Persistent Reference Interventions

JAR's notes for TAG F2F, 4 February 2011.

http://w3.org/2001/tag/2011/02/intervention.html referred to this document in 2011 - what does it do now?

Problem statement

Alice wants to write a reference to a document, perhaps because what the document says bears on a scholarly argument she is making. Alice wants to communicate enough information in the reference that Bob, who will check her argument 100 years from now (years after Alice has retired), will be able to use his automated assistent (web browser equivalent) to find the referenced document.

She also cares about today's readers, and the same reference needs to work now, or soon. (She is willing to wait until we have figured out how to help her.)

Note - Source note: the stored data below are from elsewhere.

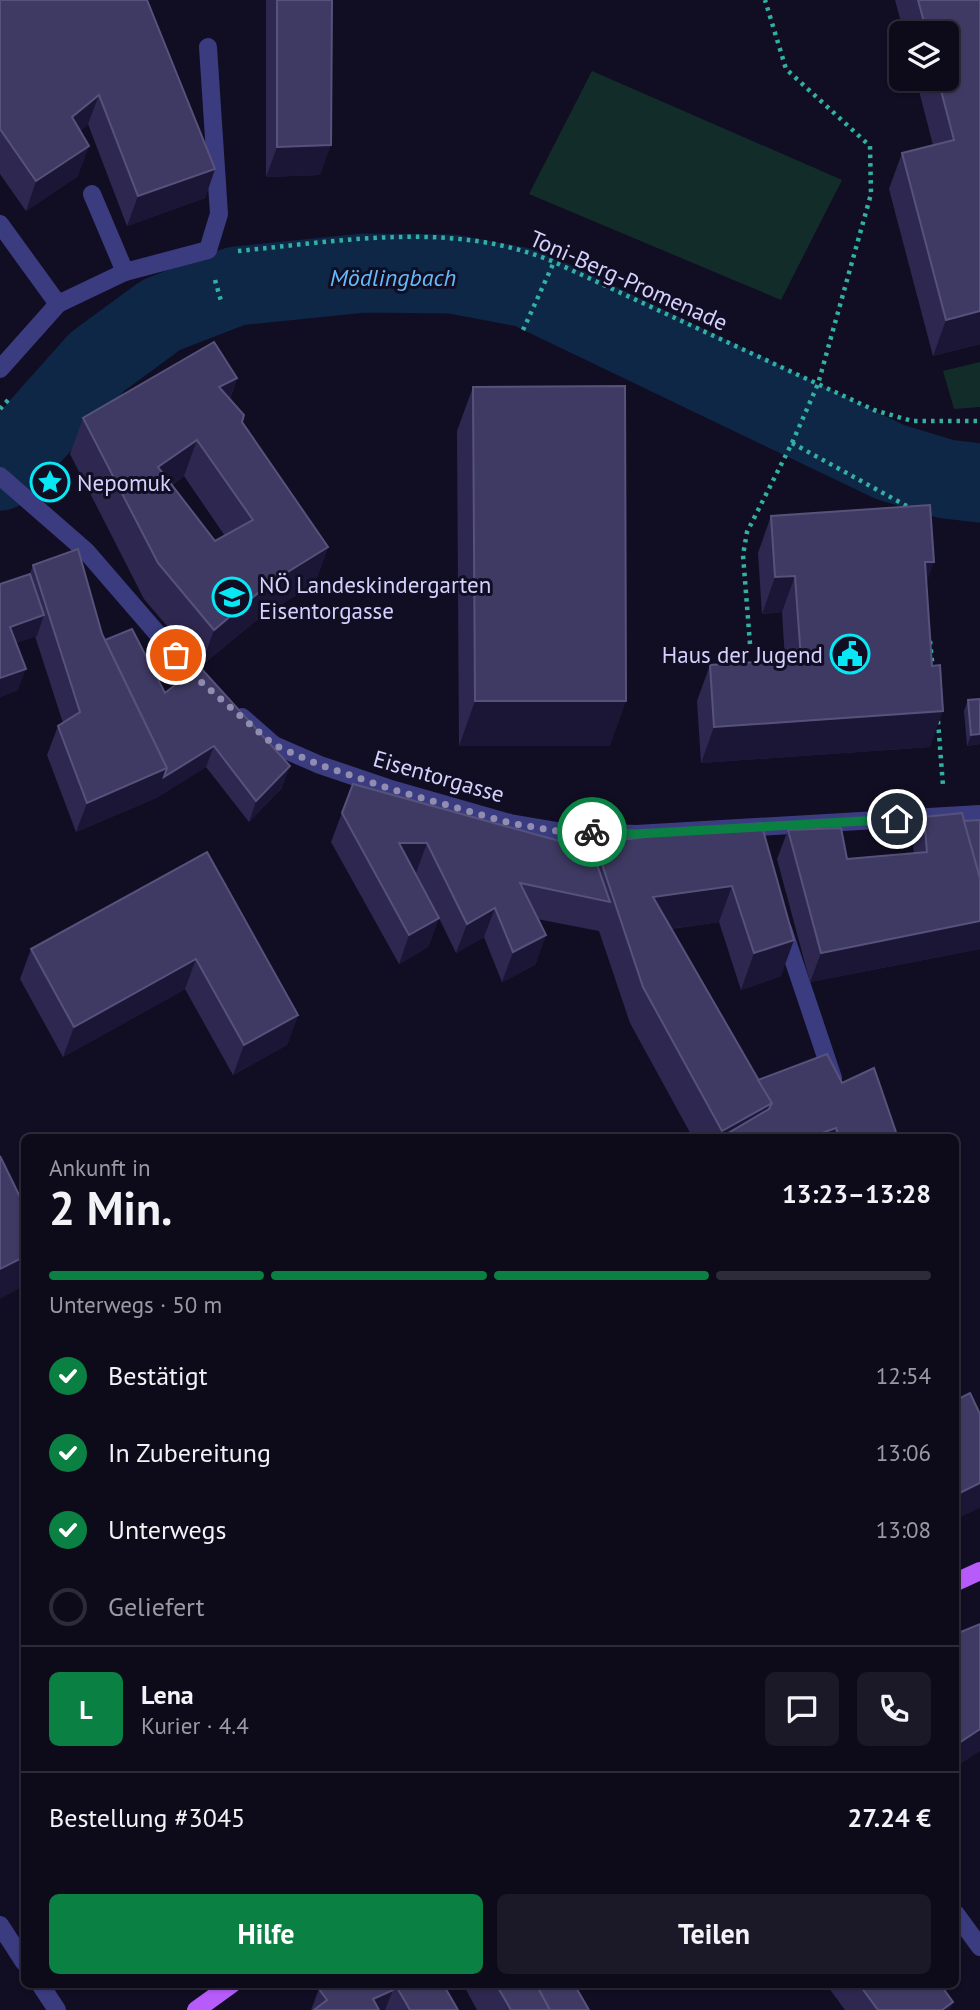 <!DOCTYPE html>
<html lang="de">
<meta charset="utf-8">
<style>
:root{--surface:#0d0a1a;--page:#1b1827;--text:#f1f3f6;--muted:#9a9aa2;--line:#2d2b39;--accent:#0b8043}
body{margin:0;font-family:"PT Sans",sans-serif;background:var(--page);color:var(--text);height:100vh;display:flex;flex-direction:column;font-size:26px;white-space:nowrap}
*{box-sizing:border-box;margin:0}
p{font-size:23px;color:var(--muted)}
.icon{flex:none;width:38px;height:38px;fill:none;stroke:currentColor;stroke-width:2;stroke-linecap:round;stroke-linejoin:round}
.map{position:relative;flex:1;overflow:hidden}
.side{position:absolute;left:21px;top:1134px;width:938px;height:854px;display:flex;flex-direction:column;background:var(--surface);border-radius:10px;box-shadow:0 2px 5px #0004,0 0 0 2px var(--line)}
.side>*{flex:none}
.fabs{position:absolute;left:889px;top:21px;display:grid;gap:14px}
.fabs a{display:grid;place-items:center;width:70px;height:70px;border-radius:10px;background:var(--surface);box-shadow:0 2px 5px #0004,0 0 0 2px var(--line);font-size:35px}
.pin{position:absolute;display:grid;place-items:center;width:60px;height:60px;color:#fff;margin:-30px;border:4px solid #fff;border-radius:50%;box-shadow:0 2px 7px #0007}
.courier{position:absolute;display:grid;place-items:center;width:70px;height:70px;margin:-35px;border:5px solid #0b8043;border-radius:50%;background:#fff;color:#222;box-shadow:0 2px 9px #0007}
.overview em{font-style:normal;font-weight:700}
.overview div{display:flex;flex-direction:column-reverse}
.overview{display:flex;align-items:center;justify-content:space-between;height:119px;padding:0 28px}
h1{font-size:46px;font-weight:700;line-height:52px}
.bar{display:grid;grid-template-columns:repeat(4,1fr);gap:10px 7px;align-content:center;height:84px;padding:0 28px}
.bar i{height:9px;border-radius:5px;background:var(--line)}
.bar .active{background:var(--accent)}
.bar p{grid-column:span 4}
.line{display:flex;align-items:center;gap:18px;padding:0 28px;border-top:2px solid var(--line)}
.line div{flex:1}
.round{display:grid;place-items:center;flex:none;width:74px;height:74px;border-radius:10px;background:var(--page)}
ol{padding:0 28px;list-style:none}
li{display:flex;align-items:center;gap:21px;height:77px}
li p{margin-inline-start:auto}
li .icon{padding:7px;border-radius:50%;background:var(--accent);color:#fff;stroke-width:4}
li:last-child{color:var(--muted)}
li i{width:38px;height:38px;border:4px solid var(--line);border-radius:50%}
.cta{display:flex;gap:14px;margin-top:auto;padding:14px 28px}
.cta a{flex:1;height:80px;border-radius:10px;background:var(--accent);color:#fff;font-size:28px;font-weight:700;line-height:80px;text-align:center}
.cta a+a{background:var(--page);color:var(--text)}
.map>svg:first-child{display:block}
</style>
<div class="map">
<svg width="980" height="2010" viewBox="0 0 980 2010">
<rect width="100%" height="100%" fill="#110e23"/>
<!-- green -->
<g fill="#122c2a">
<polygon points="592,71 842,180 781,300 529,194"/>
<polygon points="980,362 980,407 954,409 943,371"/>
</g>
<g fill="none" stroke-linecap="round" stroke-linejoin="round">
<!-- river -->
<polyline stroke="#0e2747" stroke-width="79" points="0,471 97,362 161,315 236,286 364,273 452,274 527,288 890,462 946,479 980,483"/>
<!-- path -->
<g stroke="#32b1a3" stroke-width="4.5" stroke-dasharray="3.5 5" stroke-linecap="butt">
<path d="M238 251C342 241 455 220 554 262L874 410 912 421H980"/>
<polyline points="215,280 221,301"/>
<polyline points="523,330 554,262"/>
<polyline points="0,409 9,399"/>
<polyline points="792,443 914,510"/>
<polyline points="930,641 933,671"/>
<polyline points="750,644 743,555 747,532 792,443 818,384 871,194 870,146 786,69 765,0"/>
<polyline points="938,721 943,786"/>
</g>
<!-- minor -->
<g stroke="#3b3c80" stroke-width="18">
<polyline points="92,194 125,272"/>
<polyline points="0,224 58,304"/>
<polyline points="0,369 58,304 125,272 208,250 219,214 208,47"/>
<polyline points="0,476 86,551 194,676 207,687"/>
<polyline points="242,717 274,745 320,765 394,790 510,823 557,831 636,834 980,814"/>
<polyline points="783,929 833,1078"/>
<polyline points="956,1914 980,1947"/>
<polyline points="0,1925 24,1962"/>
<polyline points="40,1984 57,2010"/>
</g>
<!-- major -->
<g stroke="#b75cfa" stroke-width="18">
<polyline points="956,1582 980,1571"/>
<polyline points="196,2010 232,1984"/>
</g>
</g>
<!-- wall -->
<g fill="#2e2850" fill-rule="evenodd">
<polygon points="0,0 215,169 205,198 127,226 88,124 80,131 78,176 26,211 0,174"/>
<polygon points="266,0 332,0 320,175 266,177"/>
<polygon points="895,0 980,0 980,344 933,356 889,189 902,153 933,145 916,79 947,79 947,33 904,33"/>
<path d="M237 378 230 399 242 422 328 547 315 583 257 620 201 666 144 599 70 454 83 418ZM184 476 225 536 215 541 172 485Z"/>
<polygon points="473,387 610,746 459,746 457,431"/>
<polygon points="771,516 926,583 930,747 701,763 697,701 710,665 785,660 782,612 762,614 758,553"/>
<polygon points="33,565 102,634 105,640 165,693 282,788 249,822 206,767 156,798 76,832 47,755 58,726 63,723 35,636 16,643 18,690 0,697 0,584 30,574"/>
<polygon points="968,700 980,744 967,746 964,711"/>
<path d="M342 813 592 850 595 843 761 823 781 976 741 990 719 922 671 929 758 1080 842 1083 898 1138H693L630 1023 599 931 537 919 546 935 535 965 502 982 484 937 456 953 439 918 428 947 399 964 331 842ZM415 873H416L434 909Z"/>
<polygon points="924,817 964,821 980,820 980,949 810,982 777,859 788,830 847,859 914,853 913,847"/>
<polygon points="207,852 298,1015 287,1045 233,1075 185,989 63,1057 20,979 31,949"/>
<polygon points="326,1984 443,1984 458,2010 311,2010 319,1989"/>
<polygon points="463,1984 574,1984 589,2010 477,2010"/>
<polygon points="826,1984 946,1984 944,1990 950,2010 845,2010"/>
</g>
<!-- shaded-wall -->
<g fill="#1b1636">
<polygon points="99,95 88,124 61,146 72,117"/>
<polygon points="331,145 320,175 266,177 277,147"/>
<polygon points="89,146 78,176 26,211 36,181"/>
<polygon points="215,169 205,198 127,226 138,196"/>
<polygon points="980,311 980,344 933,356 946,320"/>
<polygon points="237,378 224,414 219,387"/>
<polygon points="197,440 184,476 145,503 158,467"/>
<polygon points="328,547 315,583 257,620 201,666 214,630 270,583"/>
<polygon points="925,562 934,562 921,598"/>
<polygon points="795,576 782,612 762,614 775,577"/>
<polygon points="44,615 37,636 3,648 10,627"/>
<polygon points="26,669 18,690 0,697 0,678"/>
<polygon points="475,701 626,701 610,746 459,746"/>
<polygon points="943,711 930,747 701,763 714,727"/>
<polygon points="980,734 980,744 967,746 971,735"/>
<polygon points="214,746 206,767 156,798 76,832 87,803"/>
<polygon points="290,766 282,788 249,822 256,801"/>
<polygon points="399,843 427,843 416,873 388,872"/>
<polygon points="732,886 719,922 640,933 653,897"/>
<polygon points="495,908 484,937 456,953 467,924"/>
<polygon points="439,918 428,947 399,964 409,935"/>
<polygon points="980,920 980,949 810,982 821,953"/>
<polygon points="546,935 535,965 502,982 513,952"/>
<polygon points="794,940 781,976 741,990 754,953"/>
<polygon points="196,959 185,989 63,1057 74,1027"/>
<polygon points="298,1015 287,1045 233,1075 244,1045"/>
<polygon points="772,1103 759,1138 720,1138 722,1131"/>
<polygon points="836,1128 832,1138 808,1138"/>
<polygon points="24,1257 24,1286 0,1299 0,1269"/>
<polygon points="980,1483 980,1508 956,1519 956,1495"/>
<polygon points="980,1729 980,1751 956,1767 956,1745"/>
<polygon points="393,1990 385,2010 369,2010 373,1999"/>
<polygon points="953,2002 950,2010 942,2010"/>
</g>
<!-- building -->
<g fill="#3f3a63" stroke="#57527b" stroke-width="2" fill-rule="evenodd">
<polygon points="0,0 147,0 215,169 138,196 99,95 72,117 89,146 36,181 0,129"/>
<polygon points="277,0 332,0 331,145 277,147"/>
<polygon points="918,0 980,0 980,311 946,320 902,153 954,140 938,79 947,79 947,33 927,33"/>
<path d="M214 342 237 378 219 387 244 415 242 422 328 547 270 583 214 630 158 563 83 418ZM197 440 253 520 215 541 158 467Z"/>
<polygon points="625,386 626,701 475,701 473,387"/>
<polygon points="930,505 934,562 925,562 932,666 940,665 943,711 714,727 710,665 801,659 795,576 775,577 771,516"/>
<polygon points="78,549 102,634 167,768 87,803 58,726 80,712 33,565"/>
<polygon points="30,574 44,615 10,627 26,669 0,678 0,584"/>
<polygon points="132,629 165,693 199,666 290,766 256,801 214,746 164,777 167,768 105,640"/>
<polygon points="980,699 980,734 971,735 968,700"/>
<polygon points="353,784 592,850 610,902 520,883 546,935 513,952 495,908 467,924 427,843 399,843 439,918 409,935 342,813"/>
<polygon points="962,813 980,878 980,921 821,953 788,830 841,828 847,859 927,852 924,817"/>
<polygon points="980,820 980,878 964,821"/>
<polygon points="761,823 794,940 754,953 732,886 653,897 772,1103 722,1131 643,987 595,843"/>
<polygon points="207,852 298,1015 244,1045 196,959 74,1027 31,949"/>
<polygon points="827,1054 842,1083 874,1068 898,1138 840,1138 836,1128 808,1138 720,1138 769,1109 772,1103 758,1080"/>
<polygon points="0,1156 24,1205 24,1257 0,1269"/>
<polygon points="970,1393 980,1414 980,1483 956,1495 956,1400"/>
<polygon points="980,1624 980,1729 956,1745 956,1634"/>
<polygon points="326,1984 389,1984 393,1990 373,1999 379,2010 314,2010 327,2000 319,1989"/>
<polygon points="395,1984 443,1984 458,2010 410,2010"/>
<polygon points="496,1984 536,1984 550,2010 511,2010"/>
<polygon points="536,1984 574,1984 589,2010 550,2010"/>
<polygon points="859,1984 940,1984 953,2002 942,2010 878,2010"/>
</g>
<g fill="none" stroke-linecap="round" stroke-linejoin="round">
<!-- done -->
<polyline stroke="#908db1" stroke-width="7" stroke-dasharray="0 12.6" points="176,655 194,676 274,745 320,765 394,790 510,823 557,831 592,832"/>
<!-- route -->
<polyline stroke="#0b8043" stroke-width="9" points="592,832 636,834 897,819"/>
</g>
<!-- icons -->
<defs>
<symbol id="sight-ring" viewBox="-11 -11 22 22"><circle r="9.5" fill="#110e23" stroke="#07e8f4" stroke-width="1.5"/><path d="M0-6L1.8-2.2L6-1.7L2.9 1.2L3.7 5.4L0 3.3L-3.7 5.4L-2.9 1.2L-6-1.7L-1.8-2.2Z" fill="#07e8f4"/></symbol>
<symbol id="school-ring" viewBox="-11 -11 22 22"><circle r="9.5" fill="#110e23" stroke="#07e8f4" stroke-width="1.5"/><path d="M0-5L7-2L0 1L-7-2ZM-4 1L0 2.5L4 1V4Q0 6-4 4Z" fill="#07e8f4"/></symbol>
<symbol id="civic-ring" viewBox="-11 -11 22 22"><circle r="9.5" fill="#110e23" stroke="#07e8f4" stroke-width="1.5"/><path d="M-.6-6.5H3V-4.5H.6V-3L4-1V1h2V6H-6V1h2V-1L-.6-3ZM-1.2 2.5V6h2.4V2.5Z" fill="#07e8f4"/></symbol>
</defs>
<g fill-rule="evenodd">
<use href="#sight-ring" x="28" y="460" width="44" height="44"/>
<use href="#school-ring" x="210" y="575" width="44" height="44"/>
<use href="#civic-ring" x="828" y="632" width="44" height="44"/>
</g>
<g text-anchor="middle" dominant-baseline="central" stroke-width="6" stroke-linejoin="round" paint-order="stroke">
<!-- street labels -->
<g font-size="23" fill="#d4d1fe" stroke="#110e23">
<text transform="translate(629 280) rotate(24)">Toni-Berg-Promenade</text>
<text transform="translate(439 776) rotate(16)">Eisentorgasse</text>
</g>
<!-- poi labels -->
<g font-size="23" fill="#d4d1fe" stroke="#110e23" text-anchor="start">
<text x="77" y="482">Nepomuk</text>
<text x="259" y="584">NÖ Landeskindergarten<tspan x="259" dy="26">Eisentorgasse</tspan></text>
<text x="823" y="654" text-anchor="end">Haus der Jugend</text>
</g>
<!-- water labels -->
<g font-size="24" font-style="italic" fill="#62bcfb" stroke="#110e23">
<text x="393" y="277">Mödlingbach</text>
</g>
</g>
</svg>
<div class="fabs">
<a><svg class="icon" aria-label="layers" viewBox="0 0 24 24"><path d="M12 4l9 5-9 5-9-5zM3 14l9 5 9-5"/></svg></a>
</div>
<div class="pin" style="left:176px;top:655px;background:#ea580c"><svg class="icon" aria-label="bag" viewBox="0 0 24 24"><path d="M5 8h14l-1 12H6zM9 8a3 3 0 0 1 6 0"/></svg></div>
<div class="pin" style="left:897px;top:819px;background:#1f2937"><svg class="icon" aria-label="home" viewBox="0 0 24 24"><path d="M3 11l9-7 9 7M6 9v11h12V9"/></svg></div>
<div class="courier" style="left:592px;top:832px"><svg class="icon" aria-label="bike" viewBox="0 0 24 24"><circle cx="6" cy="16" r="4"/><circle cx="18" cy="16" r="4"/><path d="M6 16l4-8h5l3 8M10 8l3 8H6M13 5h3"/></svg></div>
<section class="side">
<div class="overview"><div><h1>2 Min.</h1><p>Ankunft in</p></div><em>13:23–13:28</em></div>
<div class="bar"><i class="active"></i><i class="active"></i><i class="active"></i><i></i><p>Unterwegs · 50 m</p></div>
<ol>
<li><svg class="icon" aria-label="check" viewBox="0 0 24 24"><path d="M5 12l5 5 9-10"/></svg>Bestätigt<p>12:54</p></li>
<li><svg class="icon" aria-label="check" viewBox="0 0 24 24"><path d="M5 12l5 5 9-10"/></svg>In Zubereitung<p>13:06</p></li>
<li><svg class="icon" aria-label="check" viewBox="0 0 24 24"><path d="M5 12l5 5 9-10"/></svg>Unterwegs<p>13:08</p></li>
<li><i></i>Geliefert</li>
</ol>
<div class="line" style="height:126px"><b class="round" style="background:var(--accent);color:#fff">L</b><div><b>Lena</b><p>Kurier · 4.4</p></div><a class="round"><svg class="icon" aria-label="chat" viewBox="0 0 24 24"><path d="M4 5h16v11H9l-5 4z"/></svg></a><a class="round"><svg class="icon" aria-label="phone" viewBox="0 0 24 24"><path d="M5 4h4l2 5-3 2q2 4 5 5l2-3 5 2v4C11 20 4 13 5 4z"/></svg></a></div>
<div class="line" style="height:91px"><div>Bestellung #3045</div><b>27.24 €</b></div>
<div class="cta"><a>Hilfe</a><a>Teilen</a></div>
</section>
</div>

As success is not under her control, Alice will have to take a leap of faith, and trust, to varying extents, all the organizations and/or social institutions involved in bringing it about.

What string does Alice use for the reference, and what would other agents working on her behalf (perhaps the author or publisher of the document, or a library) have to do to ensure her that her reference is likely to work in 100 years?

(Obviously having the document itself persist over time is necessary to make this work. As long as a few libraries or archives (or equivalent) think it might be important it will be kept, and there is good chance that scholars will be able to find it, with a bit of digging. But the existence of copies does not itself create a reliable system of actionable references.)

Analysis

I've talked about the nature of the problem and the solution space elsewhere.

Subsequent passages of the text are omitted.